From what I remember reading it was trialled over about the last ten years, five fractions and no HT. It is suitable for low risk patients. The beeb reports were that it is as good or better than 37 or 20 fractions.
In theory it should be rolled out across the whole of the NHS, the problem would be that not all hospitals have the equipment, or if they have the equipment they are not operating it in the required mode at the moment.
I was treated in 2018 at the Christie using an Elekta VersaHD Linac. I read the product information leaflet, and it said it could do SABR, but on me they were just doing the normal low dose reasonably wide field RT.
I would guess that the Christie would have been involved in the trial along with the Royal Marsden. I would guess that by now they would be trained up to operate the machines in SABR mode which I believe is what is required for the five fraction course.
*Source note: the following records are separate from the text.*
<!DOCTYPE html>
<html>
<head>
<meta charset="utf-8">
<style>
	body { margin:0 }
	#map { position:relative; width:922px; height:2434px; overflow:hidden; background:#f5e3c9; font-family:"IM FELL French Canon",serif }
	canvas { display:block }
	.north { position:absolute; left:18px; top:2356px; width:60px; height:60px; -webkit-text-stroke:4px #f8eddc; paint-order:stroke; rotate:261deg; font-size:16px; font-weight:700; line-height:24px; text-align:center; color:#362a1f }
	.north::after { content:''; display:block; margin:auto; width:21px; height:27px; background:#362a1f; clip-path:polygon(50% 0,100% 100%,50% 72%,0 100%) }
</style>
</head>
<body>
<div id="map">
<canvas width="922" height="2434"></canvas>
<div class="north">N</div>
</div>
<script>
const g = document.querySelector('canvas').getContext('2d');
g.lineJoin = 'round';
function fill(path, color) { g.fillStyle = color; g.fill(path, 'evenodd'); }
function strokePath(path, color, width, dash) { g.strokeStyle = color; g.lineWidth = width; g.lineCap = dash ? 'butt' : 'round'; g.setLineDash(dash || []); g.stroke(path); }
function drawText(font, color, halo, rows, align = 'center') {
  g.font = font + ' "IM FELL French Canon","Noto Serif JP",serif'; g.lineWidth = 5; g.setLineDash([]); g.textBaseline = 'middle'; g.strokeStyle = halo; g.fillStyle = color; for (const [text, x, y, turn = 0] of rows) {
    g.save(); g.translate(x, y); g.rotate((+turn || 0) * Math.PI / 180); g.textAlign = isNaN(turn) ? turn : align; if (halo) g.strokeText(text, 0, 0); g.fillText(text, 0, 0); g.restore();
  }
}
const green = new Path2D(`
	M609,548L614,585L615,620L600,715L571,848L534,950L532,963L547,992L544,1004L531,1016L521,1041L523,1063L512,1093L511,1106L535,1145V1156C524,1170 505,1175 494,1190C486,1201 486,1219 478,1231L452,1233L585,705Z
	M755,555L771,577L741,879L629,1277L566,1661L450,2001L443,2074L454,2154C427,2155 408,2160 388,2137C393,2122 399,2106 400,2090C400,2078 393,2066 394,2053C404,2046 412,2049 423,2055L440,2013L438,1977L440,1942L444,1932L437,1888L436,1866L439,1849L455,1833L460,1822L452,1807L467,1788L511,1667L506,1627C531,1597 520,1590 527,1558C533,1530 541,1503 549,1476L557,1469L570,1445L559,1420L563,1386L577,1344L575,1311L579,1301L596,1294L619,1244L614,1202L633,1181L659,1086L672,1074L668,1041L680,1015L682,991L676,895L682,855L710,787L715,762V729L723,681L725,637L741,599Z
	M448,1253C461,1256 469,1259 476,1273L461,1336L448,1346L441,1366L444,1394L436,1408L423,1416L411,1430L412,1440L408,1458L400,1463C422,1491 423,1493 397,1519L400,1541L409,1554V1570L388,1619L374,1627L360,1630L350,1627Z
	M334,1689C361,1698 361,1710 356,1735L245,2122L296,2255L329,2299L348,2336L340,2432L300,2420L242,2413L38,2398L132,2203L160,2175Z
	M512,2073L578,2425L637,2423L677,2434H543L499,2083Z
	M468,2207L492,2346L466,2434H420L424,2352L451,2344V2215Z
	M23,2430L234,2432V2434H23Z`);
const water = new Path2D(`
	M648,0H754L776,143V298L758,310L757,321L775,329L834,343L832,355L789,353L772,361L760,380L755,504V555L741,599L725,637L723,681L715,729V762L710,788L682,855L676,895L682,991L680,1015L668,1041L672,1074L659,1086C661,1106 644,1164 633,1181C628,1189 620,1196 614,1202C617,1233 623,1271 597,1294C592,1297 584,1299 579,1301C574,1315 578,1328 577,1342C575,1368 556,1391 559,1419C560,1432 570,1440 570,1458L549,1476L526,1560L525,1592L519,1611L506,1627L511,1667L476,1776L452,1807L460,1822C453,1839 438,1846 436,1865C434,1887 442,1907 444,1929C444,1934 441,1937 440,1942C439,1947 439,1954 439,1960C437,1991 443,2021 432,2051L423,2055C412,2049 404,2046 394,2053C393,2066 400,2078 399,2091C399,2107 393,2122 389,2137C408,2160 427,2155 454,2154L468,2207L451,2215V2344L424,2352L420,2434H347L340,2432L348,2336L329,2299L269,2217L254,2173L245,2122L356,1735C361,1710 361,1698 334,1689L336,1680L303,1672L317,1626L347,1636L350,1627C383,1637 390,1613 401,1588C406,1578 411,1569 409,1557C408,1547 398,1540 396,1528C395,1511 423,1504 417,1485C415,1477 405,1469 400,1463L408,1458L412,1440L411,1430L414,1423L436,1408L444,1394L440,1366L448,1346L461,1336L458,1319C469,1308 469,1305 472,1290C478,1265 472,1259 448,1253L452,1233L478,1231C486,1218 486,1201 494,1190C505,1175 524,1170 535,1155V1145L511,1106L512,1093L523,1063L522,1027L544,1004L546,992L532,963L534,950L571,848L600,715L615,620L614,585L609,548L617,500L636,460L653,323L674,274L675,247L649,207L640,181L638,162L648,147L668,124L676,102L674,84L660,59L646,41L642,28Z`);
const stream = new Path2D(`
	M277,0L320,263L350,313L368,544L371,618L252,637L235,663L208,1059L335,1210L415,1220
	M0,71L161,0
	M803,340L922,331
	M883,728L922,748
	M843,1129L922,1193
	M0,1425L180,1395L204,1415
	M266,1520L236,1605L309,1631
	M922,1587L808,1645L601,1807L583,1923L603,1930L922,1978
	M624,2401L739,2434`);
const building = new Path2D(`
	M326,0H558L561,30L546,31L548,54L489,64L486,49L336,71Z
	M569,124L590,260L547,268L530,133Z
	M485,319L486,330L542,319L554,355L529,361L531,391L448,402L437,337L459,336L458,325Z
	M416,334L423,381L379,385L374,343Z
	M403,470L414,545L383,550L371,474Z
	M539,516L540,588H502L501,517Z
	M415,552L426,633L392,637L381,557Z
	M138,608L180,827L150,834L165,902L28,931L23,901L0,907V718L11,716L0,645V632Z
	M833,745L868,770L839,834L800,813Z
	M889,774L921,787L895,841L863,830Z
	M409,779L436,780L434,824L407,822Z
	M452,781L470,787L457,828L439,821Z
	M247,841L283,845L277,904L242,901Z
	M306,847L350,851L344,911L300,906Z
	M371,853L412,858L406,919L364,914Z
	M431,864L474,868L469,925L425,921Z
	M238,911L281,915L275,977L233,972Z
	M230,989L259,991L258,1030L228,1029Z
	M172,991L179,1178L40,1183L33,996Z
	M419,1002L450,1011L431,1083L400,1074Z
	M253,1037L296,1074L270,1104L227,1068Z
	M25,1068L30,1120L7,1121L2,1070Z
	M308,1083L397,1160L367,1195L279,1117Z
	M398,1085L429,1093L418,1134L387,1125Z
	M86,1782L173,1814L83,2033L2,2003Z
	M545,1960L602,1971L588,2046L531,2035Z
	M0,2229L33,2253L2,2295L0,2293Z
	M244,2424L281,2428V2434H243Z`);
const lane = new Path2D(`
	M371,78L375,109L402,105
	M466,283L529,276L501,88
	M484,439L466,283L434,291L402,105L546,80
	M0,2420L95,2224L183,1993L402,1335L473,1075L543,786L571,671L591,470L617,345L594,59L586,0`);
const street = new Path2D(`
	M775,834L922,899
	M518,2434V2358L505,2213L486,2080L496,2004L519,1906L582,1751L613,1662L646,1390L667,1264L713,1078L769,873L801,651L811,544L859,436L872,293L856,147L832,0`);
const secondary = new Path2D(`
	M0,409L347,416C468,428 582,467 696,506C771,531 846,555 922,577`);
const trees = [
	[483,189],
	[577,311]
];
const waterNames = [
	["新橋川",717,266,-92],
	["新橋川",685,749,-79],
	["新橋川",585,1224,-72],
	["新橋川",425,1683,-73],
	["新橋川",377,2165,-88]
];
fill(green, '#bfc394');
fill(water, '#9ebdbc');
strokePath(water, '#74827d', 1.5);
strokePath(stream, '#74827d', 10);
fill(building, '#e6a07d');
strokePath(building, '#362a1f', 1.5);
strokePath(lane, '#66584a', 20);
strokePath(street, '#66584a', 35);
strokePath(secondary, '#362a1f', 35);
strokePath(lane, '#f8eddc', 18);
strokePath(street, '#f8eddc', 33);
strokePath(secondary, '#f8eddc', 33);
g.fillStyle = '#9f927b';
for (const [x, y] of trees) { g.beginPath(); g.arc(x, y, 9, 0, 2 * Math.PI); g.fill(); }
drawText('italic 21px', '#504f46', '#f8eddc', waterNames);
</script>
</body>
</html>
I would guess that any hospital with the right equipment would now be switching to the new method, for suitable patients. I would guess that it will be ten years before all NHS hospitals have suitable Linacs.
As you can see I am only guessing as to how widespread the treatment is, but we are seeing it discussed on this site fairly often so it is definitely on the cards, unlike a lot of promising treatments which seem to fall by the wayside (Proton beam, immunotherapy, Lutitium 177 all good but never fully adopted).
I am going to guess that in a SRT situation no one knows exactly where the cancer is so a more wide beam lower dose and plenty of fractions approach would be more likely to hit the cells wherever they are.